[Supplied entries Boundary: Start]

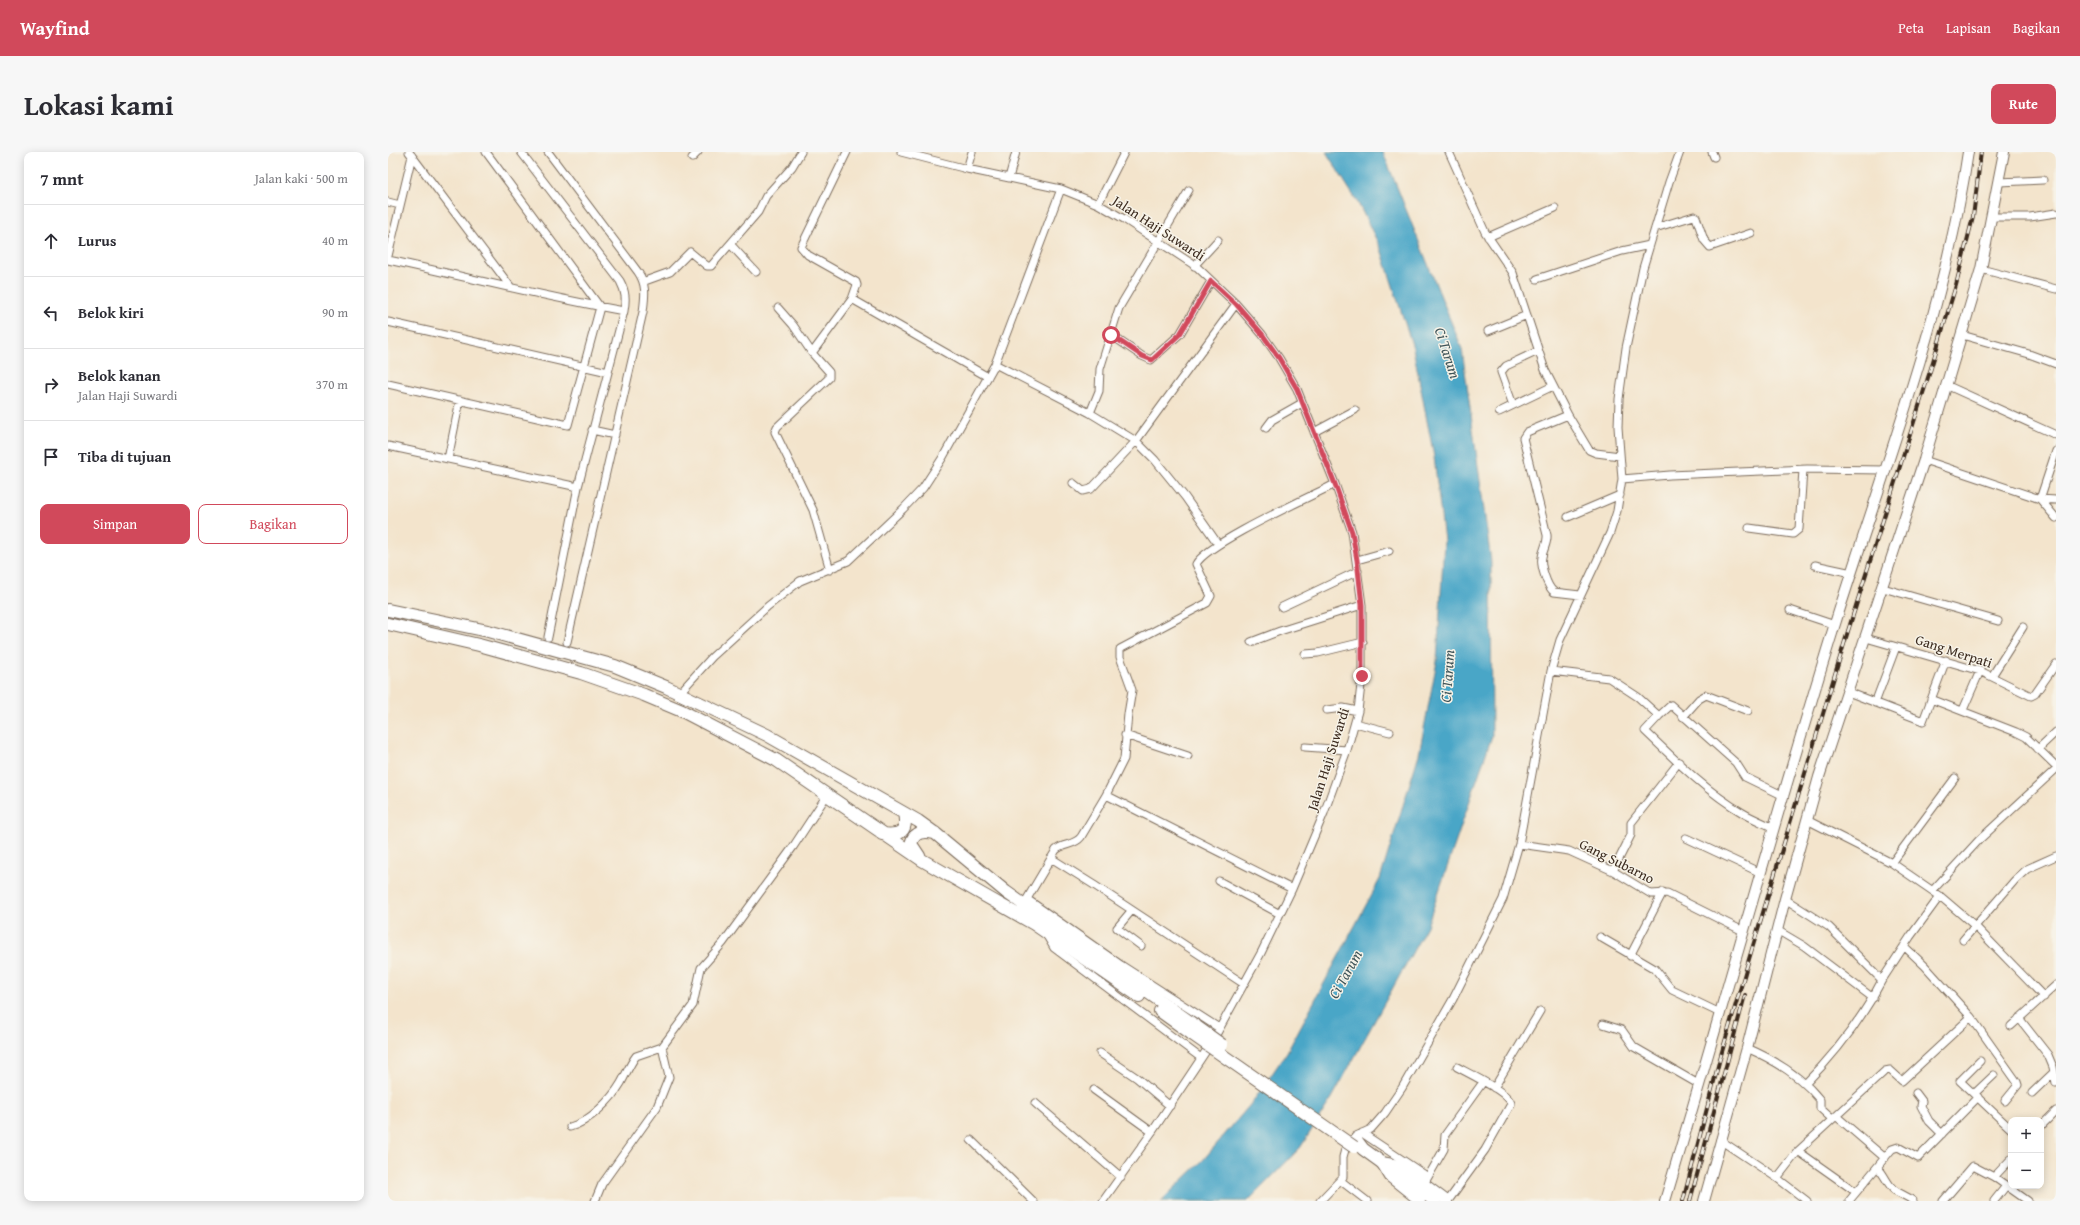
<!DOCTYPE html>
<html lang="id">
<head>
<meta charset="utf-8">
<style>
  body { margin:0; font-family:"Gentium Book Plus",serif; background:#f7f7f7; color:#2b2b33 }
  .controls { position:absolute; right:12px; bottom:12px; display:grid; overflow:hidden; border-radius:8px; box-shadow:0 2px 10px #0003 }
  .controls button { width:36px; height:36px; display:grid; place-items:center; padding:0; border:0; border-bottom:1px solid #e1e1e2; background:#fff; color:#2b2b33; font:20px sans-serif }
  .stop { position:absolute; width:12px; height:12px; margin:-9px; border:3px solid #d1495b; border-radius:50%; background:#fff }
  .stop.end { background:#d1495b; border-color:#fff; box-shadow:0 1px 4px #0008 }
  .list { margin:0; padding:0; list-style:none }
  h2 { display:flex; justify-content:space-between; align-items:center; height:52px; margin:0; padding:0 16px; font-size:17px }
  h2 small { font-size:13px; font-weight:400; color:#7c7c81 }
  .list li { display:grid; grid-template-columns:26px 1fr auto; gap:12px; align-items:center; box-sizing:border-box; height:72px; padding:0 16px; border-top:1px solid #e1e1e2 }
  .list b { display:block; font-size:15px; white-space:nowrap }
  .list p { margin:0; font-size:13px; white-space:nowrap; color:#7c7c81 }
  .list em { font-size:13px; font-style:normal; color:#7c7c81 }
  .actions { display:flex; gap:8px; padding:12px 16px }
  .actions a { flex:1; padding:9px 0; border:1px solid #d1495b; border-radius:8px; text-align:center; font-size:14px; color:#d1495b }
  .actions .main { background:#d1495b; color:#fff }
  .icon { flex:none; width:22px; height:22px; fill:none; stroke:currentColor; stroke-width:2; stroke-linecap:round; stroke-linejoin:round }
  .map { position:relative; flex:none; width:1668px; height:1049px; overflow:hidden; border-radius:8px }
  header { display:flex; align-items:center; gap:24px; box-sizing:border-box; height:56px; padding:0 20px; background:#d1495b; color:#fff }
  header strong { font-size:19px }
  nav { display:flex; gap:22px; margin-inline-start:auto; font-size:14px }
  .intro { display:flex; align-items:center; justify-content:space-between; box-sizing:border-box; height:96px; padding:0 24px }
  h1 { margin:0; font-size:28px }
  .button { padding:10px 18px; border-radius:8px; background:#d1495b; color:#fff; font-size:14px; font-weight:700 }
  main { display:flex; gap:24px; padding:0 24px }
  aside { flex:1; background:#fff; border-radius:8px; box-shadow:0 2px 10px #0003 }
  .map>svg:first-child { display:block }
  .water { fill:#48a6c7; stroke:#426872 }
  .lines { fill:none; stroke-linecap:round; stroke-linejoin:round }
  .street-casing { stroke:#7b6b5b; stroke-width:9 }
  .secondary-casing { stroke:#7b6b5b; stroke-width:12 }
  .primary-casing { stroke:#7b6b5b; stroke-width:14 }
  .street { stroke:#fff; stroke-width:7 }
  .secondary { stroke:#fff; stroke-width:10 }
  .primary { stroke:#fff; stroke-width:12 }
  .rail-casing { stroke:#3b2a1e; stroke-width:4 }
  .rail { stroke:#f7f3e8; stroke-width:2.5; stroke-dasharray:8; stroke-linecap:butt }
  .primary-bridge-casing { stroke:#7b6b5b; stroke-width:14; stroke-linecap:butt }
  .primary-bridge { stroke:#fff; stroke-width:12 }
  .route { stroke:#d1495b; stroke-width:5 }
  .labels { text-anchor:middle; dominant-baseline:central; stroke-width:3; stroke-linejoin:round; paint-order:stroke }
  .street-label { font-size:14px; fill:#3b2a1e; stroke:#f7f3e8 }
  .water-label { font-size:15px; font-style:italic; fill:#405559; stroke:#f7f3e8 }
</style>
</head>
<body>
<header>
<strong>Wayfind</strong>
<nav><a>Peta</a><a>Lapisan</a><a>Bagikan</a></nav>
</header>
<div class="intro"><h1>Lokasi kami</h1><a class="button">Rute</a></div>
<main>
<aside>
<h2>7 mnt<small>Jalan kaki · 500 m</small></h2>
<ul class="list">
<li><svg class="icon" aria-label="ahead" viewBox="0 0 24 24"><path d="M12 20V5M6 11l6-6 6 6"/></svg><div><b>Lurus</b></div><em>40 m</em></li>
<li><svg class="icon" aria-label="left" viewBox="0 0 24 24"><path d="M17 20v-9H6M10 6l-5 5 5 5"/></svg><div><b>Belok kiri</b></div><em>90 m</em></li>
<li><svg class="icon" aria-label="right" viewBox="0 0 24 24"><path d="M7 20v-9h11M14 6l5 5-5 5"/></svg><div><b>Belok kanan</b><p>Jalan Haji Suwardi</p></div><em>370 m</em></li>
<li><svg class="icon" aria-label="arrive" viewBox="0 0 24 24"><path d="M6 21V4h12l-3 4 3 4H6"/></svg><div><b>Tiba di tujuan</b></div></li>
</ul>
<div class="actions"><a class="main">Simpan</a><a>Bagikan</a></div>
</aside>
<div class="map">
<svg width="1668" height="1049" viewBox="0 0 1668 1049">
  <rect width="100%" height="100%" fill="#f7f3e8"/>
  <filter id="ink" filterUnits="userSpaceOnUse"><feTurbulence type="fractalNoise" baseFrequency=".025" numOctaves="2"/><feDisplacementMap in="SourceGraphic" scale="8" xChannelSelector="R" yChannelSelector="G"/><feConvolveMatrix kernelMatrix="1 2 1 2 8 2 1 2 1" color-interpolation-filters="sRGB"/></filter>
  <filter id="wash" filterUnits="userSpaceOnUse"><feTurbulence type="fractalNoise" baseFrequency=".012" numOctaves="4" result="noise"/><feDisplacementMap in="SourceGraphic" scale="16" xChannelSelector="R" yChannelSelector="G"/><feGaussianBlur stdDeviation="0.9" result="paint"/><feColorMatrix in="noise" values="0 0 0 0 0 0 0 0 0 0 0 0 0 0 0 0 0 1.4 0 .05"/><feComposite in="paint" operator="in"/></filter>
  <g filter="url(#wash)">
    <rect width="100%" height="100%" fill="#f3e4cc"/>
    <path class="water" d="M938 0H995L1074 197 1103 409 1104 584 1039 774 944 946 912 996 860 1049H773L815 1008 866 948 899 900 992 727 1031 602 1049 509 1056 389 1046 305 1025 196 993 97 970 51Z"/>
  </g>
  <g filter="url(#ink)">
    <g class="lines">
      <defs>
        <path id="street" d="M21 0 122 134
          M133 0 232 129C238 140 238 148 236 159L190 335 160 485
          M160 0 250 120C259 133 257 144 255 160L179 490
          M459 0 413 95 420 103 468 130 469 133 464 147 600 225
          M513 0 579 17 673 37 710 52 736 67 809 115 848 152 874 182 891 206 909 237 947 332 964 380 974 453V524L970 559 959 598 936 661 904 737 873 801 829 881
          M1061 0 1097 80 1125 121 1157 218 1180 263 1201 298 1208 301 1232 304
          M1324 0 1326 5
          M304 6 310 0
          M579 17 584 0
          M621 26 628 0
          M1611 30 1655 28
          M0 50 12 53
          M710 52 736 1
          M1604 65H1642L1668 61
          M1267 76 1306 64 1308 65 1316 88 1322 95 1363 81
          M1100 85 1167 56
          M343 93 368 120
          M0 104 24 4
          M0 108C79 125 157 145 236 159
          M806 114 830 88
          M1593 117 1668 137
          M1149 127 1234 99 1262 93
          M257 129 282 120 302 100 319 114H323L370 60 378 44 404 15 413 0
          M390 156 405 173 424 201
          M0 170 220 220
          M1100 179 1139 163
          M723 183 754 204 763 208 792 182 823 129
          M1574 183 1641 202 1668 212
          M607 212 702 261 748 289 767 308 797 345 830 392
          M0 232 180 273 212 155 98 0
          M1558 233 1668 283
          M1125 253 1113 220 1118 214 1150 199
          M1111 260 1165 234
          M702 261 711 239 712 217 731 156 801 38
          M1180 263 1139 280 1135 286 1159 383C1160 391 1155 397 1154 405 1152 413 1159 435 1166 440L1192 443
          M878 276 884 268 914 251
          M204 278 227 283
          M926 280 967 258
          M0 294 190 335
          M1668 299 1652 347 1668 366
          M60 307 72 248
          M1536 308 1652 347 1668 348
          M1234 327 1282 323 1419 317 1497 318
          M685 331 695 339 703 337 748 289 848 152
          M1180 365 1232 343
          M1361 376 1405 382 1411 377 1415 318
          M969 408 1001 399
          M1427 413 1464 421
          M442 418 425 358 387 280 389 275 441 226V220L424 201 464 147
          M1495 436 1610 469
          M894 455 970 419
          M1402 458 1447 473
          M1478 486 1592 519 1643 544 1647 542 1668 512
          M863 490 892 479 974 453
          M917 502 930 501 975 490
          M1163 519 1221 526 1250 545 1271 564 1283 553 1348 611 1357 625 1394 643
          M1604 524 1635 475
          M295 537 324 505 380 454 412 429 460 409 515 357 535 336 555 305 607 212 673 37
          M1460 540 1535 569 1558 508
          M1543 547 1628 580 1638 585 1668 614
          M1487 551 1508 495
          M939 558 955 556 970 559
          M1575 558 1592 519
          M1271 564 1257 579C1287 608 1319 640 1355 661 1365 667 1376 671 1386 676
          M1295 565 1311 547 1318 543 1360 559
          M967 571 1002 580
          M737 583 800 604
          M917 595 959 598
          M1650 597 1668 580
          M718 643 904 737
          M1419 668 1504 711 1552 744 1586 773 1656 845
          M1298 686 1373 721
          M1131 692 1181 699 1225 719 1263 742 1279 741 1355 779
          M663 706 706 733 856 832
          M1504 711 1567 626
          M1225 719 1243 683V671L1291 610
          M831 729 892 762
          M1545 738 1591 688 1668 617
          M639 747 733 813 831 876
          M1397 747 1441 775 1494 828 1522 785 1552 744
          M636 752 668 698C675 691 686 694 693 685L718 643 736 607 740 562 744 538 732 505V497L819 451 823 444 808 412C819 391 922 345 947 332
          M744 758 729 776 753 794
          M1389 778 1416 794 1485 846
          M659 784 666 796 813 906
          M1212 785 1267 817 1284 838 1332 861
          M1575 788 1627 728 1639 717 1668 704
          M1516 794 1537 814 1583 865
          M1242 804 1275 740
          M1631 866 1660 903 1665 915 1668 931
          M1215 872 1234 878 1246 895 1312 933
          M1623 874 1668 833
          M1359 896C1387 908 1413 924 1432 948V956L1444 967
          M712 901 749 926 782 954
          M1592 909 1572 929 1623 977
          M1417 932C1448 901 1474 867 1494 828
          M1106 936 1152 859
          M706 938 764 980
          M1528 941 1534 949 1533 954 1541 969 1554 982
          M1587 941 1606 923
          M1644 941 1666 920
          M647 951 733 1025
          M1448 964 1497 1006
          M1653 974 1668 959
          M182 975C201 970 223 948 233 931 238 922 242 912 248 904L274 895 305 853 313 816 335 791 405 695 439 643
          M974 981 1040 1025
          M583 988 645 1049
          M1332 988 1389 1026 1419 1049
          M1410 999 1497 919 1502 918 1514 929 1583 865 1629 930 1630 933 1617 949
          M1490 1016C1496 1022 1499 1031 1505 1037 1511 1042 1518 1043 1525 1049
          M1606 1025 1640 1049
          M1389 1026 1410 999 1468 1040
          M953 1029 979 1049
          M1036 1032 1056 997 1057 983 1095 930
          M207 1049 214 1032 269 955 281 925 274 895
          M715 1049 764 980 818 899
          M932 1049 955 1025V1005L958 994 968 984 983 977 997 961 1014 936 1065 847 1115 747 1131 692 1163 519 1172 488 1222 381 1229 359 1234 327 1230 275 1231 247 1238 196 1255 116 1281 30 1292 0
          M1060 1049 1097 998 1123 952C1122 941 1080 921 1069 915
          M1461 1049 1504 997 1510 995 1530 1006 1590 945
          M1555 1049 1585 1014 1606 1025 1623 1007
          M1606 1049 1618 1034"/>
        <path id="secondary" d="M993 1010 1011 1013 1059 1049
          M994 1012 1002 1025 1032 1049
          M1277 1049C1334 858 1387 665 1446 475 1495 318 1556 164 1580 0
          M1316 1049 1359 896 1397 747 1431 625 1536 308 1593 117 1616 0"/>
        <path id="primary" d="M0 458 100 479 227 514 278 535 379 583 530 669 548 682 618 740 809 875
          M0 472 91 493 193 521 256 543 294 559 388 608 534 708 646 772 751 844
          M494 682C512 684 520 680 516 661
          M531 704 523 692C526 679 536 679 547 681
          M772 859 804 882
          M969 989 975 997 1047 1049"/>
      </defs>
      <use href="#street" class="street-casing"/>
      <use href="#secondary" class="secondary-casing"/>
      <use href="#primary" class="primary-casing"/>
      <use href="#street" class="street"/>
      <use href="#secondary" class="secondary"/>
      <use href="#primary" class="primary"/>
      <defs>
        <path id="rail" d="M1295 1049 1331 910 1361 807 1460 479 1543 216 1568 133 1585 65 1593 0
          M1302 1049 1357 843"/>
      </defs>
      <use href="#rail" class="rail-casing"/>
      <use href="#rail" class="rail"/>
      <defs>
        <path id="primary-bridge" d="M809 875 834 893
          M804 882 966 995"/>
      </defs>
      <use href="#primary-bridge" class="primary-bridge-casing"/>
      <use href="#primary-bridge" class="primary-bridge"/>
    </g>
  </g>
  <g class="lines" filter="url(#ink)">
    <path class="route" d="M723 183 754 204 764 208 792 182 823 129 848 152 874 182 891 206 909 237 947 332 964 380 969 408 974 453V524"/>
  </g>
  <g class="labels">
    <g class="street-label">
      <text transform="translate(771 76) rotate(33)">Jalan Haji Suwardi</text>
      <text transform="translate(1566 499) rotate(18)">Gang Merpati</text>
      <text transform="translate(940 607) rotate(-72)">Jalan Haji Suwardi</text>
      <text transform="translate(1229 709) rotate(27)">Gang Subarno</text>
    </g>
    <g class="water-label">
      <text transform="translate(1060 201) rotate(72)">Ci Tarum</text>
      <text transform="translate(1059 524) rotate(-86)">Ci Tarum</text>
      <text transform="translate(957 822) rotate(-61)">Ci Tarum</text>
    </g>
  </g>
</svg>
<div class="controls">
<button>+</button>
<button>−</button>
</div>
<div class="stop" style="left:723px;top:183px"></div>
<div class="stop end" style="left:974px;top:524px"></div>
</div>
</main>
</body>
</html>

[Supplied entries Boundary: End]

→ What to work on
Using the data above, extract exactly the lines from the one that holds "M0 232 180 273 212 155 98 0" to the one that holds "M1131 692 1181", both ends included, and no others.

→ Your response
          M0 232 180 273 212 155 98 0
          M1558 233 1668 283
          M1125 253 1113 220 1118 214 1150 199
          M1111 260 1165 234
          M702 261 711 239 712 217 731 156 801 38
          M1180 263 1139 280 1135 286 1159 383C1160 391 1155 397 1154 405 1152 413 1159 435 1166 440L1192 443
          M878 276 884 268 914 251
          M204 278 227 283
          M926 280 967 258
          M0 294 190 335
          M1668 299 1652 347 1668 366
          M60 307 72 248
          M1536 308 1652 347 1668 348
          M1234 327 1282 323 1419 317 1497 318
          M685 331 695 339 703 337 748 289 848 152
          M1180 365 1232 343
          M1361 376 1405 382 1411 377 1415 318
          M969 408 1001 399
          M1427 413 1464 421
          M442 418 425 358 387 280 389 275 441 226V220L424 201 464 147
          M1495 436 1610 469
          M894 455 970 419
          M1402 458 1447 473
          M1478 486 1592 519 1643 544 1647 542 1668 512
          M863 490 892 479 974 453
          M917 502 930 501 975 490
          M1163 519 1221 526 1250 545 1271 564 1283 553 1348 611 1357 625 1394 643
          M1604 524 1635 475
          M295 537 324 505 380 454 412 429 460 409 515 357 535 336 555 305 607 212 673 37
          M1460 540 1535 569 1558 508
          M1543 547 1628 580 1638 585 1668 614
          M1487 551 1508 495
          M939 558 955 556 970 559
          M1575 558 1592 519
          M1271 564 1257 579C1287 608 1319 640 1355 661 1365 667 1376 671 1386 676
          M1295 565 1311 547 1318 543 1360 559
          M967 571 1002 580
          M737 583 800 604
          M917 595 959 598
          M1650 597 1668 580
          M718 643 904 737
          M1419 668 1504 711 1552 744 1586 773 1656 845
          M1298 686 1373 721
          M1131 692 1181 699 1225 719 1263 742 1279 741 1355 779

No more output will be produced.